- Host country: Turkey
- Cities: Istanbul
- Participants: Member states of the Organization of Islamic Cooperation (OIC)

= Seventh Extraordinary Session of the Islamic Summit Conference =

The Seventh Extraordinary Session of the Islamic Summit Conference was an event organized by the Organization of Islamic Cooperation (OIC) on 18 May 2018 in Istanbul, Turkey. The conference was organized in response to the serious developments in the State of Palestine.

==Overview==
The summit was convened by Turkish President Recep Tayyip Erdoğan, who chaired the summit. The conference was held on 18 May 2018 in Istanbul, Republic of Turkey. The summit was attended by monarchs and heads of state and government of the OIC member states.

==Purpose==
The purpose of the summit was to focus on the alarming situation and rising tensions in the occupied territory of the State of Palestine. The conference was called in response to the ongoing Israeli aggression against the Palestinian people and the illegal opening of the US embassy in Jerusalem.

==Final communique==
The Final Declaration of the Seventh Extraordinary Islamic Summit was a document that outlined the collective positions and decisions of the OIC member states. The declaration condemned the ongoing Israeli aggression against the Palestinian people and the illegal opening of the American embassy in Al-Quds.

==Outcomes==
Turkey, serving as OIC president, hosted the summit to condemn Israel's actions in Gaza.

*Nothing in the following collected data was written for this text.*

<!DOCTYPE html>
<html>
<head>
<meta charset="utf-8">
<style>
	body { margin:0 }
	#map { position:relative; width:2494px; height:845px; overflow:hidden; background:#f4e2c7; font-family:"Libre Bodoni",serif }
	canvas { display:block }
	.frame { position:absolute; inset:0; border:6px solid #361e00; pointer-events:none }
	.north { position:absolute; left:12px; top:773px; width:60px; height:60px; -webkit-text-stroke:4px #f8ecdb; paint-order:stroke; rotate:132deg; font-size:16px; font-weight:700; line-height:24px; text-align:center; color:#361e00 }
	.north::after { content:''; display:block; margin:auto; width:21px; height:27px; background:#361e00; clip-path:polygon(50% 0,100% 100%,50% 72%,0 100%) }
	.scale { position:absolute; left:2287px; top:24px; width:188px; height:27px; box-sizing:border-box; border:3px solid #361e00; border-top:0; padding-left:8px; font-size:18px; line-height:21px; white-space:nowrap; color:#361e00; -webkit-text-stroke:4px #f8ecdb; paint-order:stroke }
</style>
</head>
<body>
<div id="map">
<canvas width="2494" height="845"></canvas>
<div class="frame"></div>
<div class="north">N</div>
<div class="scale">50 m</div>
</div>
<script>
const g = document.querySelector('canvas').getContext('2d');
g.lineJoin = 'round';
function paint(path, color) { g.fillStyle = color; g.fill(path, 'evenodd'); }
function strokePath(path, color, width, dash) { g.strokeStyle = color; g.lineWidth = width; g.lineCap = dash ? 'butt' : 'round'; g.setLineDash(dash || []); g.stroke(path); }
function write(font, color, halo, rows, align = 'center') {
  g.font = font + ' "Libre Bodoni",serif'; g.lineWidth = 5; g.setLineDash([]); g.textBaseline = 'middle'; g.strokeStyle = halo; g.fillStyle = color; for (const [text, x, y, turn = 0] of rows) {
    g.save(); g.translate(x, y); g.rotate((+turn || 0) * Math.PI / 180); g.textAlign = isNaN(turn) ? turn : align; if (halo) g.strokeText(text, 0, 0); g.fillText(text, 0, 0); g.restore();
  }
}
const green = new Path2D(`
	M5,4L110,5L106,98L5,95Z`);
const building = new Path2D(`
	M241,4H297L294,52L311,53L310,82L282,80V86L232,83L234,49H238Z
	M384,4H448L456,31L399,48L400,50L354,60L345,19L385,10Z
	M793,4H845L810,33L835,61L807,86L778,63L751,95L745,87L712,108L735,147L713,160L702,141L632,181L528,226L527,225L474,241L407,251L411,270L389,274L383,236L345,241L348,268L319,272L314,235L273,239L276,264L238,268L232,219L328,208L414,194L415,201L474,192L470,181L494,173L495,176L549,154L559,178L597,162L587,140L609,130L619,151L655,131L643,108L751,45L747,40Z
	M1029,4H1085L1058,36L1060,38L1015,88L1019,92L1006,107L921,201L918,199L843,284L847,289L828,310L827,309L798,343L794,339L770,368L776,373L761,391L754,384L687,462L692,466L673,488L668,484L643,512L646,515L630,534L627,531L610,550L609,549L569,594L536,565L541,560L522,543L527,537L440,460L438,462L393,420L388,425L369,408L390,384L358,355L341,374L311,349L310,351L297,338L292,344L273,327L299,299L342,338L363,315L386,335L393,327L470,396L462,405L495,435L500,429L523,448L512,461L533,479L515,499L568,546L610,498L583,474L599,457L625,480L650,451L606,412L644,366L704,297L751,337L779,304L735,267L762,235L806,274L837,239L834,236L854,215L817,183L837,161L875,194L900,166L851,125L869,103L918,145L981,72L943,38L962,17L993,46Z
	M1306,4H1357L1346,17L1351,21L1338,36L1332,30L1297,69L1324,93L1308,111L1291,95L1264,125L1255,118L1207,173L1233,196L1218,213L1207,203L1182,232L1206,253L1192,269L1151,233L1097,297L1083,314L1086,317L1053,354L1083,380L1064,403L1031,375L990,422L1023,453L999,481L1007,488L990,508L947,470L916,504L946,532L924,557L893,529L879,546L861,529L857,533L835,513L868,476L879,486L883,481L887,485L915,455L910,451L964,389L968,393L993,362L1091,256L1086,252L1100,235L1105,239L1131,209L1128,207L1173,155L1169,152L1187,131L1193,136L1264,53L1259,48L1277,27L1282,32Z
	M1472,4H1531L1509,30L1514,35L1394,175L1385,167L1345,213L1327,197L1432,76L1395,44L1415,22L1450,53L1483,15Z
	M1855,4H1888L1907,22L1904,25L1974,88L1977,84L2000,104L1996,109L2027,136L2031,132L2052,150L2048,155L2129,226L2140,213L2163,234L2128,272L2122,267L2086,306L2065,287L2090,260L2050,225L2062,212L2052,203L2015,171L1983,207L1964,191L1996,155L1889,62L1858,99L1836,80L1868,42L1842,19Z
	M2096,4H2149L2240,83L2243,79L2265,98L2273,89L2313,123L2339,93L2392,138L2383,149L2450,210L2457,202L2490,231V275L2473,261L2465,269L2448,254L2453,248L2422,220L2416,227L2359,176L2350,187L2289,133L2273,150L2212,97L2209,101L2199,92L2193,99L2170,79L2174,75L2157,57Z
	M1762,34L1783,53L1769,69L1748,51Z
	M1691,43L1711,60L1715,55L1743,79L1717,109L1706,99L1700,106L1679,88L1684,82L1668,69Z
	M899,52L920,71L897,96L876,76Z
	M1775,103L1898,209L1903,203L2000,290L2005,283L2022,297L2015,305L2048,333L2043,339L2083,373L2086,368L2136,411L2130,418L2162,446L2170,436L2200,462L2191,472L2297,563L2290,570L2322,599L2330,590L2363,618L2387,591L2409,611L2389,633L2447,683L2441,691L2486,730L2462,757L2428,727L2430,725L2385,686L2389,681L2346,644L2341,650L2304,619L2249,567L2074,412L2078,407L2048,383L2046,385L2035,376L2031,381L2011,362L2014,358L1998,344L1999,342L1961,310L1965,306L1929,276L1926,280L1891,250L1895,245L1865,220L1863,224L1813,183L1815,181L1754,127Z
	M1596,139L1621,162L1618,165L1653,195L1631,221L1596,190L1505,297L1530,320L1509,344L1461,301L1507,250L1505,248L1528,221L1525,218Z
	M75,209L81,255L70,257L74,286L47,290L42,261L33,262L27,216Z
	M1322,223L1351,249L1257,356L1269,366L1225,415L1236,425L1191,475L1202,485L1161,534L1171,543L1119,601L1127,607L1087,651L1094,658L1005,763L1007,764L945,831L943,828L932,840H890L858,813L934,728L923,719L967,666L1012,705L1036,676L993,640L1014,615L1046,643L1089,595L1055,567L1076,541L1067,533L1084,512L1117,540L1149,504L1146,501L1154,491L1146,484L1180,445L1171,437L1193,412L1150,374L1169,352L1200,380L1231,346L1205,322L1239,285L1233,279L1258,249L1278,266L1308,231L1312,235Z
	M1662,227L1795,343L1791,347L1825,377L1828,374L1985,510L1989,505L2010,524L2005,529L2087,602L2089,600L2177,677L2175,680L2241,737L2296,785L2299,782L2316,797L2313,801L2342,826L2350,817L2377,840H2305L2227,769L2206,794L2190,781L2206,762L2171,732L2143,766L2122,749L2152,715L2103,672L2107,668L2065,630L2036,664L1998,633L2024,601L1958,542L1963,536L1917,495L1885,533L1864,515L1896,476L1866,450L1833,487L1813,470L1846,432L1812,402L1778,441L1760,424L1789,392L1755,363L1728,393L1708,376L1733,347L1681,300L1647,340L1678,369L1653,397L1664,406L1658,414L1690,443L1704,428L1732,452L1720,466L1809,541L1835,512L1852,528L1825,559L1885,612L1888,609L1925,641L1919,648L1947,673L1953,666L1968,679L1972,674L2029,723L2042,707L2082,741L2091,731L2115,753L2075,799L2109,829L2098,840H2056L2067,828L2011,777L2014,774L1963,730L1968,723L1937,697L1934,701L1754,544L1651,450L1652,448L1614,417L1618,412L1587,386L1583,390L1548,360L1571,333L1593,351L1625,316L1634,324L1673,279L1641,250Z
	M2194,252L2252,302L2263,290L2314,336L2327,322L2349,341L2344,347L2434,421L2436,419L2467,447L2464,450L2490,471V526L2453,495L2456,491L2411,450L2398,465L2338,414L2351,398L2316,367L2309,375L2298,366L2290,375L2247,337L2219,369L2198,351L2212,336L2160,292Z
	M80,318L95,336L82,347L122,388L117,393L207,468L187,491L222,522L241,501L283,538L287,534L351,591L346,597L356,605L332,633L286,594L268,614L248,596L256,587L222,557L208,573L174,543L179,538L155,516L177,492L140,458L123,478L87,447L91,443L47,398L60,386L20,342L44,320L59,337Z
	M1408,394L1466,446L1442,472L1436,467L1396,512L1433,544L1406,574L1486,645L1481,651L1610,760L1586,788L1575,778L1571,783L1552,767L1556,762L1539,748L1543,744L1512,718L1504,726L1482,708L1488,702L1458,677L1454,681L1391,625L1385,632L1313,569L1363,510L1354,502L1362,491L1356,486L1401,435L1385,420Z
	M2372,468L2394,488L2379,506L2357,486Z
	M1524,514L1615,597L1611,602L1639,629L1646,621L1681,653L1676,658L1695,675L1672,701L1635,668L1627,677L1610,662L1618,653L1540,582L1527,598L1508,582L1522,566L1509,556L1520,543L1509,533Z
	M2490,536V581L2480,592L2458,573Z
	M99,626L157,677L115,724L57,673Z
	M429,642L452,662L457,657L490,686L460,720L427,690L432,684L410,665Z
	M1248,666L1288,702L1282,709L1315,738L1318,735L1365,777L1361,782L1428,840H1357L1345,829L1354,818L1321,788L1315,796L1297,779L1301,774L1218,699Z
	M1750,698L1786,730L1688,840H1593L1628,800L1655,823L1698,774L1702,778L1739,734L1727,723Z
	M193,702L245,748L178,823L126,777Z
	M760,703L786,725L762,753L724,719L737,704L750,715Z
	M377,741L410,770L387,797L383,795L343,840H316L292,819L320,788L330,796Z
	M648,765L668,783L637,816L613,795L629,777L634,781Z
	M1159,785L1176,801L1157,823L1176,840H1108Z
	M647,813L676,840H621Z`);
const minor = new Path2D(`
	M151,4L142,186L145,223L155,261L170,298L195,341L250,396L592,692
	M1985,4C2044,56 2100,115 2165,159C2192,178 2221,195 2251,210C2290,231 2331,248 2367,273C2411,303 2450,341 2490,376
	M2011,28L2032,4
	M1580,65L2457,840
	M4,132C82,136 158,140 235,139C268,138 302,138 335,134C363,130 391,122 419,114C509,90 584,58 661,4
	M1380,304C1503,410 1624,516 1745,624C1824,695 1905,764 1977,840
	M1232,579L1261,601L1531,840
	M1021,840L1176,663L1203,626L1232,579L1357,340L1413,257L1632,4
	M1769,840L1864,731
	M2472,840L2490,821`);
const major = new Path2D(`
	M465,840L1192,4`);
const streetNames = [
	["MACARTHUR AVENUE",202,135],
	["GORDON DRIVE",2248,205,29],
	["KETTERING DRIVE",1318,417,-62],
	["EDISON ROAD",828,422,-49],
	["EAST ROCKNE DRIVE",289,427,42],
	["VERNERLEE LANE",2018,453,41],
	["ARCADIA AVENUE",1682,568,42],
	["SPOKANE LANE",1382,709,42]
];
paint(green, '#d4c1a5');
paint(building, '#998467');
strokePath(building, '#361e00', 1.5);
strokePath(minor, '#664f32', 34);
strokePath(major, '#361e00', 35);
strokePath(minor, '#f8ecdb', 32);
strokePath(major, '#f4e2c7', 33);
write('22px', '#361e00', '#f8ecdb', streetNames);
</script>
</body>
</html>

Iranian President Hassan Rouhani has urged Muslim countries to sever ties with Israel and reconsider their economic ties with the United States.

Pakistani Prime Minister Shahid Khaqan Abbasi has advocated for a comprehensive and impartial inquiry into the incidents in Gaza. Abbasi, while expressing concern over the reported human rights infringements by the Israeli forces, is expected to reaffirm Pakistan's government and its citizens' support for the creation of a sustainable, independent, and connected Palestine.

In response to the violence faced by the Palestinians and aimed at ensuring their safety, the summit called for the creation of an international protection force for the Palestinians.

==Aftermath==
After the summit, Egyptian President Abdel Fattah al-Sisi announced that he would open the Rafah crossing to Gaza for a month, allowing Palestinians to pass through during Ramadan.